Prepara los huevos de forma saludable para poder comerlos todos los días
Hoy en día, los expertos coinciden en que un huevo al día es adecuado para la mayoría de las personas.
Sin embargo, para quienes deben controlar su consumo de grasas saturadas, es recomendable limitar la cantidad de yemas de huevo que consumen.
Al mismo tiempo, la yema también aporta proteínas, grasas saludables y vitaminas liposolubles, como la vitamina A y la vitamina D, además de antioxidantes.
Para aprovechar el sabor y los nutrientes de la yema sin tanta grasa saturada, la dietista titulada Grace Derocha explicó con anterioridad a TODAY.com que, en ocasiones, recomienda a sus clientes que coman dos claras de huevo con una yema.
Por qué es importante
Tanto la yema como la clara del huevo tienen sus beneficios.
Tanto la yema como la clara contienen proteínas, pero la yema es la que contiene toda la grasa del huevo, incluidas tanto las grasas insaturadas, que son saludables, como las grasas saturadas, que son menos saludables, además del colesterol alimentario.
Por lo tanto, aunque las yemas aportan algunos nutrientes saludables, los expertos suelen recomendar una dieta en la que predominen las claras frente a los huevos enteros.
Si se busca un término medio utilizando dos claras y una yema, se consigue lo mejor de ambos mundos: mucha proteína, el intenso sabor de la yema y una cantidad moderada de grasas saturadas.
Cómo empezar
Para aprovechar al máximo el sabor, las proteínas y los nutrientes saludables de los huevos, al tiempo que se controla el consumo de grasas saturadas, los dietistas recomiendan tomar dos claras de huevo con una yema.
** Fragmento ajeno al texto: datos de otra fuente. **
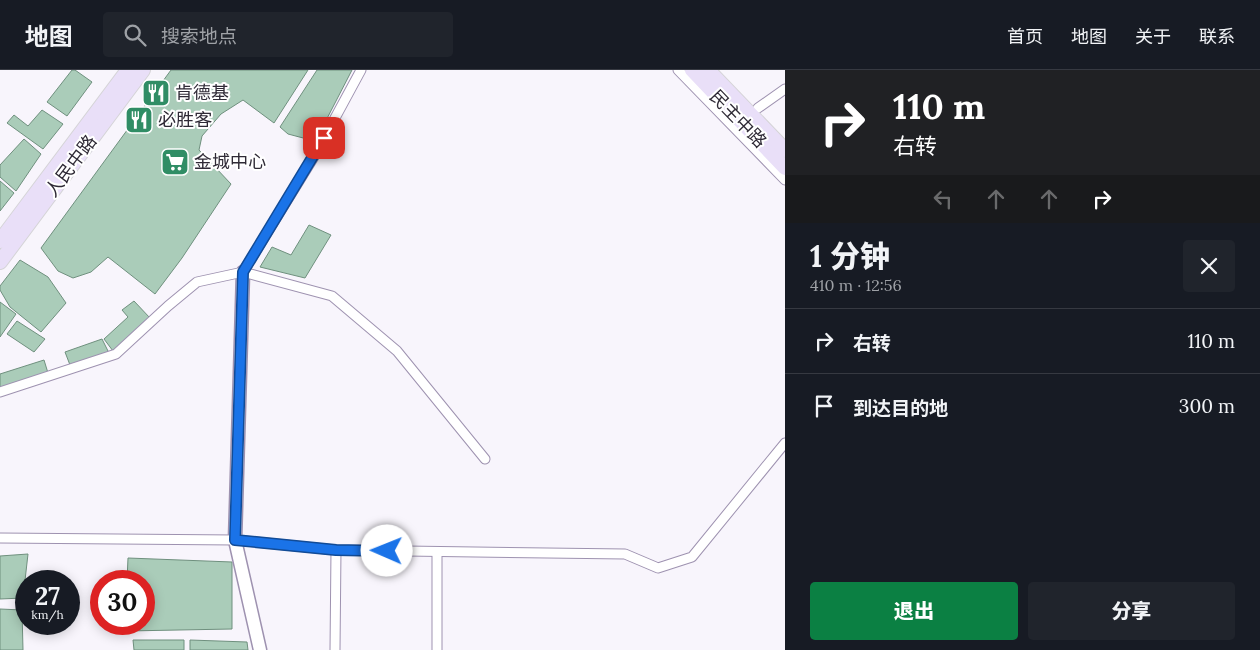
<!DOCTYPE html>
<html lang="zh">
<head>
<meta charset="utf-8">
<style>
  body { margin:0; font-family:Lora,"Noto Sans SC",serif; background:#20242c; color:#f1f3f6; height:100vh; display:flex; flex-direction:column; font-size:19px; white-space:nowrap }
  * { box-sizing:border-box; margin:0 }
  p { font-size:16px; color:#9ea1a6 }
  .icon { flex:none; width:28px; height:28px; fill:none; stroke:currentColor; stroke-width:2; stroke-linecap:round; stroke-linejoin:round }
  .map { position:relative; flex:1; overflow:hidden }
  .details { display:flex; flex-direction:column; background:#171b24; width:475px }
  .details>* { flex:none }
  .hud { background:#202124; color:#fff; overflow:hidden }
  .speed { position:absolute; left:15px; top:500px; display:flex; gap:10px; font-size:25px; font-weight:700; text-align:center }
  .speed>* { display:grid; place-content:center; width:65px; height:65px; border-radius:50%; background:#171b24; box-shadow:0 2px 12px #0003; line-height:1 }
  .speed small { font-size:12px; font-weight:400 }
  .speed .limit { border:8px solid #d22; background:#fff; color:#111 }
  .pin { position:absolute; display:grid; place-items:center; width:42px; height:42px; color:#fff; margin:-21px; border-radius:10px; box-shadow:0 2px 8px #0006 }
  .me { position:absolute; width:55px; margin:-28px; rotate:271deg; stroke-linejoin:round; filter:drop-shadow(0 0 4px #0008) }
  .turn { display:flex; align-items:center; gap:18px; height:105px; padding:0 25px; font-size:22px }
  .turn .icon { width:65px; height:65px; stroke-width:2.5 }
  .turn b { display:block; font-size:35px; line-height:42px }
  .lanes { display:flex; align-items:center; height:48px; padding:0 25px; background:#0003; justify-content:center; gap:25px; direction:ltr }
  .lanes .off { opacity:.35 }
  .round { display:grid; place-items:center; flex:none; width:52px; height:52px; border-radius:5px; background:#20242c }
  .headline { display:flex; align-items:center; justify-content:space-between; height:85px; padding:0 25px }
  h1 { font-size:30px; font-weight:800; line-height:38px }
  .action { display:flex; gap:10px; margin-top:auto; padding:10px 25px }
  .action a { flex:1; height:58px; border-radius:5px; background:#0b8043; color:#fff; font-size:20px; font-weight:800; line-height:58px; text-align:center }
  .action a+a { background:#20242c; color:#f1f3f6 }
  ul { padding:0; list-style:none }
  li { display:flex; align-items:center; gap:15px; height:65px; padding:0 25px; border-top:1px solid #363941 }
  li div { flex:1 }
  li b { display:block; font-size:19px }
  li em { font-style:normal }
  header { display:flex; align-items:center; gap:30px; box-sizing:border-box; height:70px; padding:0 25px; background:#171b24; border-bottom:1px solid #363941 }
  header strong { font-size:24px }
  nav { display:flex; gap:28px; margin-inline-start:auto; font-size:18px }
  .search { width:350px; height:45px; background:#20242c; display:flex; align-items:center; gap:12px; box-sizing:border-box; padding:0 18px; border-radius:5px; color:#9ea1a6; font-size:19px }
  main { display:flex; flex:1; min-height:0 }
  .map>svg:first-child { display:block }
  .building { fill:#aaccb9; stroke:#6f907e }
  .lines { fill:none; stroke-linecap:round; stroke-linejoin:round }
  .street-casing { stroke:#9e92b0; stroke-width:11 }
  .secondary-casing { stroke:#9e92b0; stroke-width:15 }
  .primary-casing { stroke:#d5d4d7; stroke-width:16 }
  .street { stroke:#fff; stroke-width:9 }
  .secondary { stroke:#fff; stroke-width:12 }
  .primary { stroke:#e9dff8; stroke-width:14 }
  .route-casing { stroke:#114b97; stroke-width:12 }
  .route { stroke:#1a73e8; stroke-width:9 }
  .labels { text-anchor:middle; stroke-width:4; stroke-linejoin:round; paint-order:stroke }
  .poi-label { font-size:18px; fill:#2f2a36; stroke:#fff; text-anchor:start }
  .street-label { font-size:18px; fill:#2f2a36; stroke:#fff }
</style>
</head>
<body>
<header>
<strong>地图</strong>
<div class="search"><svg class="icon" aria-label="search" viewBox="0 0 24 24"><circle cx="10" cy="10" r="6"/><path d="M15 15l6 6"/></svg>搜索地点</div>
<nav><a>首页</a><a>地图</a><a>关于</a><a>联系</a></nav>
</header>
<main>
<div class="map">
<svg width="785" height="580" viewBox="0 0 785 580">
  <rect width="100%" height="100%" fill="#f8f5fc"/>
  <g class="building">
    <path d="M72,0H75L92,12L67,46L47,32Z"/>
    <path d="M171,0H308L274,53L243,30L221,44L202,66L199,80L231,114L182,188L155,224L108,187L91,202L73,208L58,201L41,178Z"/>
    <path d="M317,0H352L319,64L307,69L288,64L280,57Z"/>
    <path d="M42,40L63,54L43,79L7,53L14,45L28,56Z"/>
    <path d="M24,69L41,84L16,121L0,107V95Z"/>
    <path d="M0,111L14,123L0,141Z"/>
    <path d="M309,155L331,165L305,208L260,197L272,177L291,185Z"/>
    <path d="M20,190L48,207L66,233L41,262L10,237L0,220V216Z"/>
    <path d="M134,231L150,248L113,281L104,269L128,247L122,240Z"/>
    <path d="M0,232L16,244L0,267Z"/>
    <path d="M17,251L45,269L34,282L7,264Z"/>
    <path d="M102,269L109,283L70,295L65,282Z"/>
    <path d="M44,290L48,303L0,318V304Z"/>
    <path d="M28,484L23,528L0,529V486Z"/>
    <path d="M128,488L232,492V559L126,561V554H144V511H127Z"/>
    <path d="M0,539L22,540L23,580H0Z"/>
    <path d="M133,570H184V580H134Z"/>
    <path d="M190,570L247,572L248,580H190Z"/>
  </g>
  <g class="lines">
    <defs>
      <g id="street">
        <path d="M678,0L785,110"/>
        <path d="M758,38L785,19"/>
        <path d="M243,202L315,85L361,0"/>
        <path d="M0,322L116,284L168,236L197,212L243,202L332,226L397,281L485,389"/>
        <path d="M0,468L235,470L336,480L625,484L658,498L692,487L785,373"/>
        <path d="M335,580L336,480"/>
        <path d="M437,580V482"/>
      </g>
      <path id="secondary" d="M243,202L235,470L260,580"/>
      <g id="primary">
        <path d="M692,0L785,98"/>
        <path d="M708,0L785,80"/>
        <path d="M0,171L128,0"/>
        <path d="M0,192L143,0"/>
      </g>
    </defs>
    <use href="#street" class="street-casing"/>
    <use href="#secondary" class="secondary-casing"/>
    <use href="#primary" class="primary-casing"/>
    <use href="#street" class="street"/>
    <use href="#secondary" class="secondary"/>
    <use href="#primary" class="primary"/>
  </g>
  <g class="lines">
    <defs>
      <path id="route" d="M324,68L243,202L235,470L336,480L387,481"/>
    </defs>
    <use href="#route" class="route-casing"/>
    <use href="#route" class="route"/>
  </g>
  <defs>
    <symbol id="restaurant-square" viewBox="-11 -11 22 22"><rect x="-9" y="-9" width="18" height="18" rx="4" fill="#308d65" stroke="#fff"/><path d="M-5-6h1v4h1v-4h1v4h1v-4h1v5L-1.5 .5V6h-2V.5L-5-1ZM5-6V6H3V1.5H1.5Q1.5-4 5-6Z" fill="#fff"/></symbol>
    <symbol id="supermarket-square" viewBox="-11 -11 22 22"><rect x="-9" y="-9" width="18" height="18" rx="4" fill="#308d65" stroke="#fff"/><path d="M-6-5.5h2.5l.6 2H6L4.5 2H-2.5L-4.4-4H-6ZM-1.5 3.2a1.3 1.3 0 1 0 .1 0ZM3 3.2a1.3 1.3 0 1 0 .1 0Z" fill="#fff"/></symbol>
  </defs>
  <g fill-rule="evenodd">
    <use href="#restaurant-square" x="140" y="7" width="32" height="32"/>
    <use href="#restaurant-square" x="123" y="34" width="32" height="32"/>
    <use href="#supermarket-square" x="159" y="76" width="32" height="32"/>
  </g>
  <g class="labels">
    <g class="poi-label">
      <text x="175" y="29">肯德基</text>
      <text x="158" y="56">必胜客</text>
      <text x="194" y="98">金城中心</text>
    </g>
    <g class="street-label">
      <text transform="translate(738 49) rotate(46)" y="6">民主中路</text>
      <text transform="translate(71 96) rotate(-53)" y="6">人民中路</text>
    </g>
  </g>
</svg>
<div class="speed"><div>27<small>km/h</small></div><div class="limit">30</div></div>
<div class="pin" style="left:324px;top:68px;background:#d93025"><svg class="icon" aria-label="arrive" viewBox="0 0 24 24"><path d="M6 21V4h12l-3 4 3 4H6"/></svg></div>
<svg class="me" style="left:387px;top:481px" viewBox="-20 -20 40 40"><circle r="19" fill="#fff"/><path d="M0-13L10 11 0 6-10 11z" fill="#1a73e8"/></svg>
</div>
<section class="details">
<div class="hud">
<div class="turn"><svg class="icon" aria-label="right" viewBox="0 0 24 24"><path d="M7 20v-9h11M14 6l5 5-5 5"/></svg><div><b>110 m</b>右转</div></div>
<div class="lanes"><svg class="icon off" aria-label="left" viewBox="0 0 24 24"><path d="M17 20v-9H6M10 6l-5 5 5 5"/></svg><svg class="icon off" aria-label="ahead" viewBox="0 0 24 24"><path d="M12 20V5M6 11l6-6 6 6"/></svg><svg class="icon off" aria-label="ahead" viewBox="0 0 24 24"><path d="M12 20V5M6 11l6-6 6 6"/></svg><svg class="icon" aria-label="right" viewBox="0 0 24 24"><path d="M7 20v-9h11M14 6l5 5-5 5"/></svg></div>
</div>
<div class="headline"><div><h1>1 分钟</h1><p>410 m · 12:56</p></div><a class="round"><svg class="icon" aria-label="close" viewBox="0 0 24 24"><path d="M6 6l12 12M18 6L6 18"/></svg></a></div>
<ul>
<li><svg class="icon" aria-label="right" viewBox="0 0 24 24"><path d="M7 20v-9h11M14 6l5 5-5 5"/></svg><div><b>右转</b></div><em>110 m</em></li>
<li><svg class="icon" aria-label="arrive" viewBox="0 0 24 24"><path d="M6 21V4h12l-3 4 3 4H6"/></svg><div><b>到达目的地</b></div><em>300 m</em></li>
</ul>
<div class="action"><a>退出</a><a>分享</a></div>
</section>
</main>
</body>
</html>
Pero también debes tener en cuenta la forma de cocinar los huevos y los demás ingredientes que añadas. Siempre que sea posible, intenta aumentar el aporte de fibra, vitaminas y minerales de tu comida añadiendo a los huevos alimentos de origen vegetal, como verduras y legumbres. Y opta por añadir una pequeña cantidad de grasa saludable, como el aceite de oliva.
Por ejemplo, unos huevos revueltos con un poco de aceite de oliva y verduras asadas que hayan sobrado son una opción más saludable que los huevos fritos en mantequilla y servidos sobre pan blanco con una loncha de queso.
Hornear, escalfar o hervir los huevos también permite cocinarlos sin añadir mucha grasa extra (o ninguna), señaló Derocha.
Prueba estos platos saludables a base de huevos para empezar bien el día:
- Easy Egg Bites
- Los rollitos «Breakfast Delight» de Dylan Dreyer
- Huevos al horno rápidos con aguacate y tomate
Y, si te apetece un desayuno diferente y rico en proteínas, la avena y el yogur griego son opciones estupendas y muy versátiles.